US 11,915,153 B2
Workload-oriented prediction of response times of storage systems
Paulo Abelha Ferreira, Rio de Janeiro (BR); Adriana Bechara Prado, Niterói (BR); and Pablo Nascimento da Silva, Niterói (BR)
Assigned to Dell Products, L.P., Hopkinton, MA (US)
Filed by EMC IP HOLDING COMPANY LLC, Hopkinton, MA (US)
Filed on May 4, 2020, as Appl. No. 16/865,465.
Prior Publication US 2021/0342712 A1, Nov. 4, 2021
Int. Cl. G06N 5/04 (2023.01); G06F 16/11 (2019.01); G06N 20/20 (2019.01); G06N 5/01 (2023.01)

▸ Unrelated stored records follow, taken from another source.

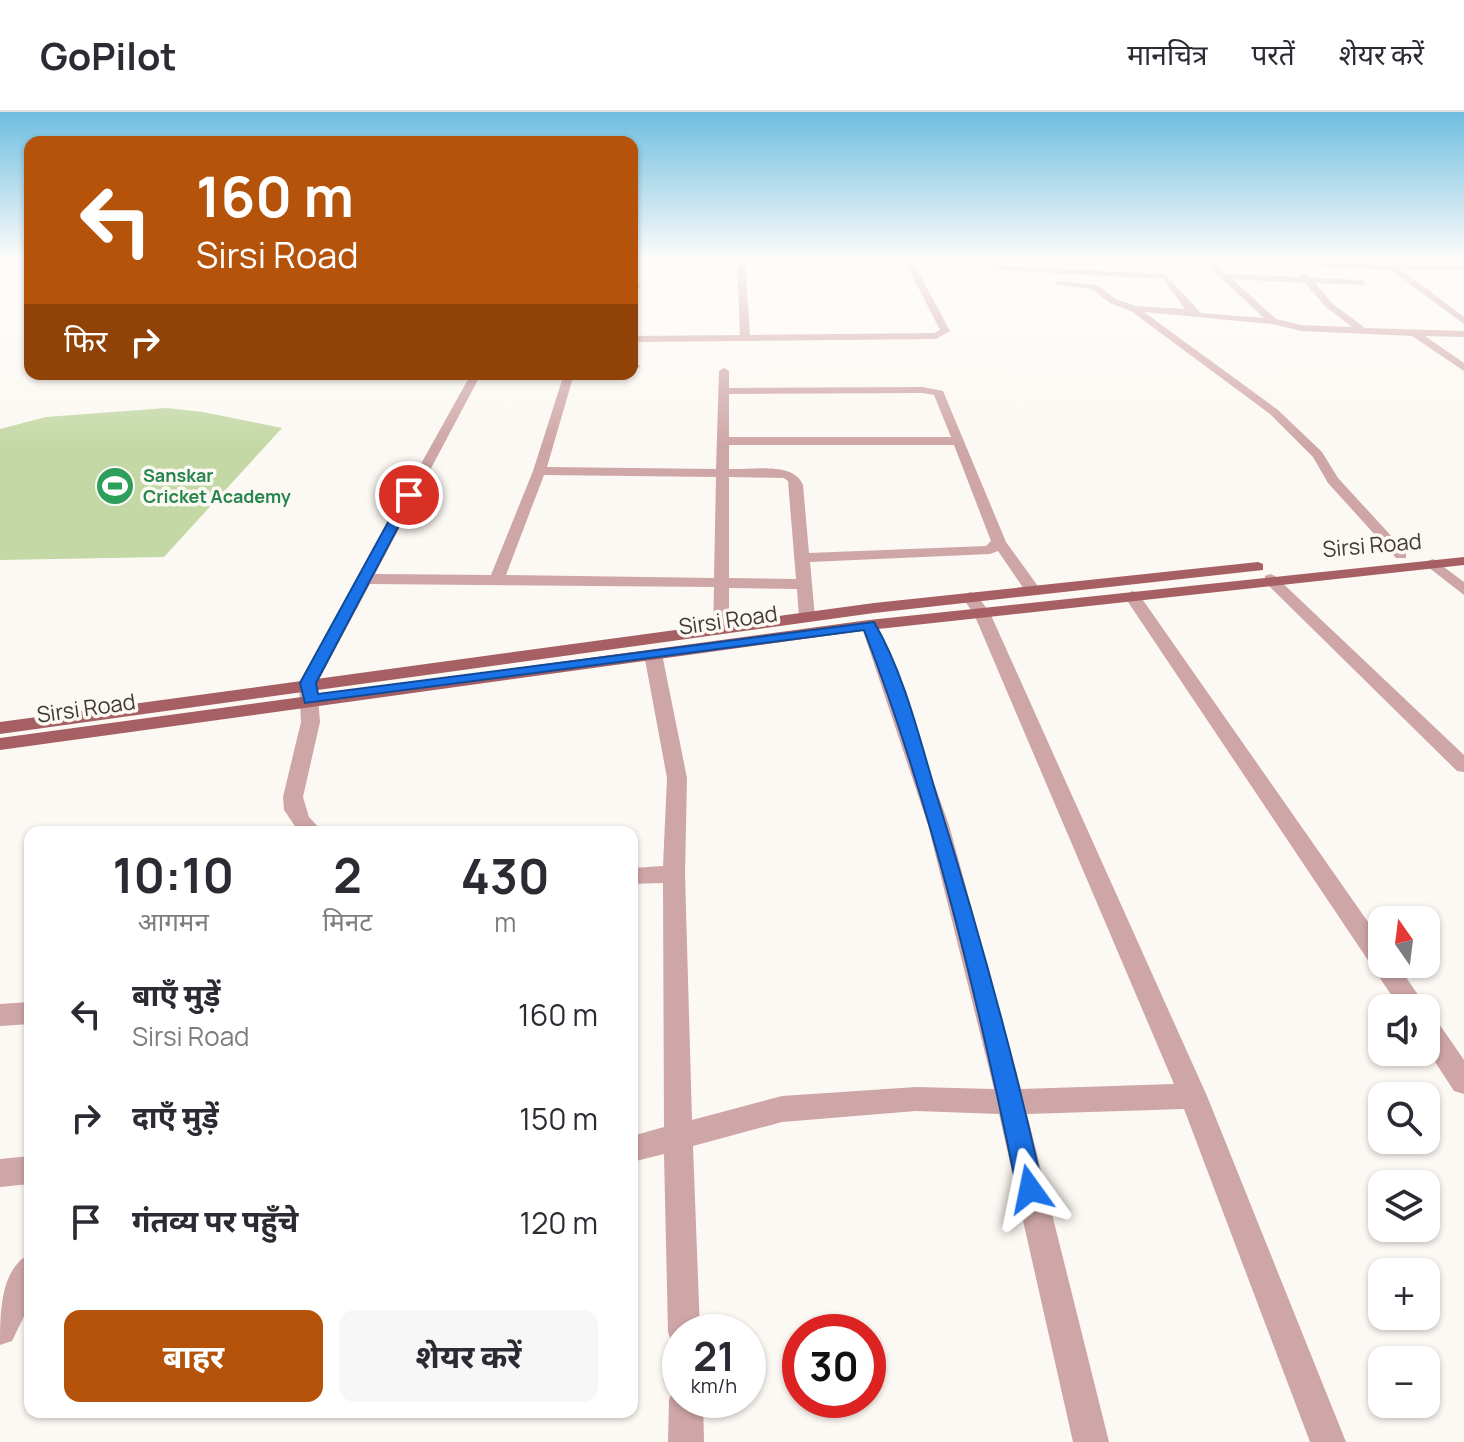 <!DOCTYPE html>
<html lang="hi">
<meta charset="utf-8">
<style>
:root{--surface:#fff;--page:#f7f7f7;--text:#2b2b33;--muted:#7c7c81;--line:#e1e1e2;--accent:#b45309}
body{margin:0;font-family:Manrope,"Noto Sans Devanagari",sans-serif;background:var(--page);color:var(--text);height:100vh;display:flex;flex-direction:column;font-size:30px;white-space:nowrap}
*{box-sizing:border-box;margin:0}
p{font-size:26px;color:var(--muted)}
.icon{flex:none;width:44px;height:44px;fill:none;stroke:currentColor;stroke-width:2;stroke-linecap:round;stroke-linejoin:round}
.map{position:relative;flex:1;overflow:hidden}
.side{position:absolute;left:24px;top:714px;width:614px;height:592px;display:flex;flex-direction:column;background:var(--surface);border-radius:16px;box-shadow:0 2px 6px #0004}
.side>*{flex:none}
.banner{position:absolute;left:24px;top:24px;width:614px;height:244px;border-radius:16px;box-shadow:0 2px 6px #0004;background:#b45309;color:#fff;overflow:hidden}
.needle{width:52px;rotate:346deg}
.controls{position:absolute;left:1368px;top:794px;display:grid;gap:16px}
.controls a{display:grid;place-items:center;width:72px;height:72px;border-radius:16px;background:var(--surface);box-shadow:0 2px 6px #0004;font-size:40px}
.speed{position:absolute;left:662px;top:1202px;display:flex;gap:16px;font-size:40px;font-weight:700;text-align:center}
.speed>*{display:grid;place-content:center;width:104px;height:104px;border-radius:50%;background:var(--surface);box-shadow:0 2px 6px #0004;line-height:1}
.speed small{font-size:20px;font-weight:400}
.speed .limit{border:12px solid #d22;background:#fff;color:#111}
.pin{position:absolute;display:grid;place-items:center;width:68px;height:68px;color:#fff;margin:-34px;border:4px solid #fff;border-radius:50%;box-shadow:0 2px 8px #0007}
.me{position:absolute;width:88px;margin:-44px;rotate:348deg;stroke-linejoin:round;filter:drop-shadow(0 0 6px #0008)}
.turn{display:flex;align-items:center;gap:28px;height:168px;padding:0 40px;font-size:36px}
.turn .icon{width:104px;height:104px;stroke-width:2.5}
.turn b{display:block;font-size:56px;line-height:68px}
.then{display:flex;align-items:center;height:76px;padding:0 40px;background:#0003;gap:16px;font-size:30px}
.eta{display:flex;justify-content:space-evenly;align-items:center;height:136px;text-align:center}
.eta b{font-size:48px;font-weight:700;line-height:56px}
.action{display:flex;gap:16px;margin-top:auto;padding:16px 40px}
.action a{flex:1;height:92px;border-radius:16px;background:var(--accent);color:#fff;font-size:32px;font-weight:700;line-height:92px;text-align:center}
.action a+a{background:var(--page);color:var(--text)}
ul{padding:0;list-style:none}
li{display:flex;align-items:center;gap:24px;height:104px;padding:0 40px}
li div{flex:1}
li b{display:block;font-size:30px}
li em{font-style:normal}
header{display:flex;align-items:center;gap:48px;box-sizing:border-box;height:112px;padding:0 40px;background:var(--surface);border-bottom:2px solid var(--line)}
header strong{font-size:38px}
nav{display:flex;gap:44px;margin-inline-start:auto;font-size:28px}
.map>svg:first-child{display:block}
.green{fill:#c4d8a5}
.lines{fill:none;stroke-linecap:round;stroke-linejoin:round}
.minor{fill:#cfa6a7;fill-rule:evenodd}
.major{fill:#a66064;fill-rule:evenodd}
.rail{stroke:#706a62;stroke-width:3;stroke-dasharray:6 6;stroke-linecap:butt}
.route{fill:#1a73e8;stroke:#114b97;stroke-width:2}
.labels{text-anchor:middle;stroke-width:7;stroke-linejoin:round;paint-order:stroke}
.far-leisure-label{font-size:18px;font-weight:bold;fill:#27864d;stroke:#fcf8f3;text-anchor:start}
.street-label{font-size:22px;fill:#403930;stroke:#fcf8f3}
</style>
<header>
<strong>GoPilot</strong>
<nav><a>मानचित्र</a><a>परतें</a><a>शेयर करें</a></nav>
</header>
<div class="map">
<svg width="1464" height="1330" viewBox="0 0 1464 1330">
<rect width="100%" height="100%" fill="#fcf8f3"/>
<!-- green -->
<path class="green" d="M166 296 203 300 282 316 164 445 0 448V317L46 305Z"/>
<g class="lines">
<!-- minor -->
<g class="minor">
<path d="M737 148H745L750 223 934 221 940 218 904 148H912L950 219 936 227 632 230V224L740 223Z"/>
<path d="M990 148H996V151L1001 154 1165 162 1201 201 1264 206 1210 156 1206 148H1214L1226 162 1301 165 1299 163 1303 161 1310 166 1363 168 1366 173 1315 171 1332 191 1365 216 1464 219V225L1425 224 1464 251V259L1412 224 1301 219 1273 212 1144 200 1278 298 1322 340 1338 366 1406 440V446H1396L1328 371 1313 345 1270 302 1131 199 1110 191 1092 177 1054 172 1058 169 1097 173 1116 187 1135 194 1185 197 1163 167 1000 158 988 154ZM1232 167 1305 171 1326 195 1352 215 1301 213 1276 207Z"/>
<path d="M1288 149 1464 154V158H1402L1464 205V212L1391 158 1285 153Z"/>
<path d="M632 168 641 171 636 185 632 188Z"/>
<path d="M632 252 639 253 640 255 632 258Z"/>
<path d="M724 256 729 259V276L923 275 943 279 1006 430 1040 477 1038 480H1026L998 439 990 442 810 450 815 505 813 508 807 510 799 505 797 477 729 476V517L721 522 713 517 714 475 370 472 317 571 320 610 303 685 309 705 323 720H299L284 698 283 685 301 610 299 571 471 262H481L375 462 491 463 533 359 564 262H574L547 355 716 357 719 259ZM923 281 934 283 951 325H729V282ZM729 333H954L991 429 986 434 809 441 803 373C794 349 750 358 729 357ZM544 363 716 365 714 466 506 463ZM729 365 784 366 788 369 796 467 729 466Z"/>
<path d="M1433 447 1464 470V483L1428 455V449Z"/>
<path d="M1270 462 1275 464 1464 643V660L1457 659 1265 470V464Z"/>
<path d="M1132 479 1138 481 1382 830V852H1397L1427 896 1426 897 1400 896 1124 484Z"/>
<path d="M970 480 976 482 990 501 1207 984 1346 1330H1310L1184 997 1027 1002 1109 1330H1073L999 1002 916 999 782 1010 693 1034 700 1220H680V1235L672 1232 668 1220 664 1042 632 1050V1024L664 1015 663 771 632 772V756L663 754 667 666 644 542 647 538H659L662 542 687 666 685 762 692 1008 782 984 916 975 994 977 928 713 861 513 869 508 877 513 949 713 1021 977 1174 972 974 502 962 485Z"/>
<path d="M30 890V912L0 914V892Z"/>
<path d="M1426 903 1435 906 1464 948V982L1454 979 1426 936Z"/>
<path d="M30 1044V1072L0 1075V1047Z"/>
<path d="M30 1142V1192L12 1229 0 1233C0 1203 0 1156 30 1142Z"/>
<path d="M680 1273V1288H703L704 1330H668L669 1288 674 1276Z"/>
</g>
<!-- major -->
<g class="major">
<path d="M1464 445V453L869 518 0 638V626L869 508Z"/>
<path d="M1258 450 1263 452V458L874 501 0 622V610L874 491Z"/>
</g>
<!-- rail -->
<path class="rail" d="M0 149 15 148"/>
</g>
<!-- sky -->
<linearGradient id="sky" x2="0" y2="1"><stop stop-color="#6ebee0"/><stop offset="0.44" stop-color="#fefcfa"/><stop offset="1" stop-color="#fefcfa" stop-opacity="0"/></linearGradient>
<rect width="1464" height="334" fill="url(#sky)"/>
<!-- route -->
<path class="route" d="M409 380 415 383 316 571 318 582 874 510C905 563 920 629 938 688 978 816 1014 945 1043 1077L1040 1086 1030 1090 1020 1086 1017 1077C979 892 932 694 864 518L305 591 300 571 403 383Z"/>
<!-- icons -->
<defs>
<g id="stadium-disc" transform="scale(2)"><circle r="9.5" fill="#2e9e5b" stroke="#fcf8f3"/><path d="M0-5a6.5 5 0 1 0 0 10a6.5 5 0 1 0 0-10ZM-3.5-1.8h7v3.6h-7Z" fill="#fff"/></g>
</defs>
<g fill-rule="evenodd">
<use href="#stadium-disc" x="115" y="374"/>
</g>
<g class="labels">
<!-- far-leisure labels -->
<g class="far-leisure-label">
<text x="143" y="370">Sanskar<tspan x="143" dy="21">Cricket Academy</tspan></text>
</g>
<!-- street labels -->
<g class="street-label">
<text transform="translate(1372 433) rotate(-5)" y="8">Sirsi Road</text>
<text transform="translate(728 508) rotate(-8)" y="8">Sirsi Road</text>
<text transform="translate(86 596) rotate(-8)" y="8">Sirsi Road</text>
</g>
</g>
</svg>
<div class="controls">
<a><svg class="needle" viewBox="-14 -14 28 28"><path d="M0-13l5 13h-10z" fill="#e53935"/><path d="M0 13l5-13h-10z" fill="#7c7c81"/></svg></a>
<a><svg class="icon" aria-label="sound" viewBox="0 0 24 24"><path d="M4 9h4l5-4v14l-5-4H4zM17 9q2 3 0 6"/></svg></a>
<a><svg class="icon" aria-label="search" viewBox="0 0 24 24"><circle cx="10" cy="10" r="6"/><path d="M15 15l6 6"/></svg></a>
<a><svg class="icon" aria-label="layers" viewBox="0 0 24 24"><path d="M12 4l9 5-9 5-9-5zM3 14l9 5 9-5"/></svg></a>
<a>+</a>
<a>−</a>
</div>
<div class="speed"><div>21<small>km/h</small></div><div class="limit">30</div></div>
<div class="pin" style="left:409px;top:383px;background:#d93025"><svg class="icon" aria-label="arrive" viewBox="0 0 24 24"><path d="M6 21V4h12l-3 4 3 4H6"/></svg></div>
<svg class="me" style="left:1030px;top:1077px" viewBox="-20 -20 40 40"><path d="M0-17L14 15 0 8-14 15z" fill="#1a73e8" stroke="#fff" stroke-width="4"/></svg>
<div class="banner">
<div class="turn"><svg class="icon" aria-label="left" viewBox="0 0 24 24"><path d="M17 20v-9H6M10 6l-5 5 5 5"/></svg><div><b>160 m</b>Sirsi Road</div></div>
<div class="then">फिर<svg class="icon" aria-label="right" viewBox="0 0 24 24"><path d="M7 20v-9h11M14 6l5 5-5 5"/></svg></div>
</div>
<section class="side">
<div class="eta">
<div><b>10:10</b><p>आगमन</p></div>
<div><b>2</b><p>मिनट</p></div>
<div><b>430</b><p>m</p></div>
</div>
<ul>
<li><svg class="icon" aria-label="left" viewBox="0 0 24 24"><path d="M17 20v-9H6M10 6l-5 5 5 5"/></svg><div><b>बाएँ मुड़ें</b><p>Sirsi Road</p></div><em>160 m</em></li>
<li><svg class="icon" aria-label="right" viewBox="0 0 24 24"><path d="M7 20v-9h11M14 6l5 5-5 5"/></svg><div><b>दाएँ मुड़ें</b></div><em>150 m</em></li>
<li><svg class="icon" aria-label="arrive" viewBox="0 0 24 24"><path d="M6 21V4h12l-3 4 3 4H6"/></svg><div><b>गंतव्य पर पहुँचे</b></div><em>120 m</em></li>
</ul>
<div class="action"><a>बाहर</a><a>शेयर करें</a></div>
</section>
</div>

CPC G06N 5/04 (2013.01) [G06F 16/11 (2019.01); G06N 5/01 (2023.01); G06N 20/20 (2019.01)] 18 Claims
OG exemplary drawing
 
1. A non-transitory tangible computer readable storage medium having stored thereon a computer program for implementing a workload-oriented prediction of storage system response time, the computer program including a set of instructions which, when executed by a computer, cause the computer to perform a method comprising the steps of:
obtaining a set of training examples, the set of training examples including a plurality of training examples obtained from a plurality of storage systems, each training example being obtained from a respective one of the plurality of storage systems, and including physical configuration information of the storage system describing a number of storage engines and a number of back-end drive arrays of the respective one of the plurality of storage systems, workload features characterizing a workload processed by the respective one of the plurality of storage systems during a time interval, and storage system response time of the respective one of the plurality of storage systems when processing workload characterized by the workload features during the time interval;
clustering the set of training examples into K clusters according to the workload features, each cluster including a subset of the training examples, wherein K is an integer greater than 1 (K≥2); and
using each subset of training examples to train a respective supervised learning process for the cluster, to cause each supervised learning process to learn a respective regression between two independent variables, the number of storage engines and number of back-end drive arrays of the storage system and the workload features, and a dependent variable, the storage system response time;
wherein each of the supervised learning processes is a decision tree supervised learning process, each decision tree including a plurality of branches containing nodes and terminating at leaves, the nodes of the decision trees being the number of storage engines and the number of back-end drive arrays of the storage system, and the leaves of the comprise nodes of the decision tree being the learned storage system response times.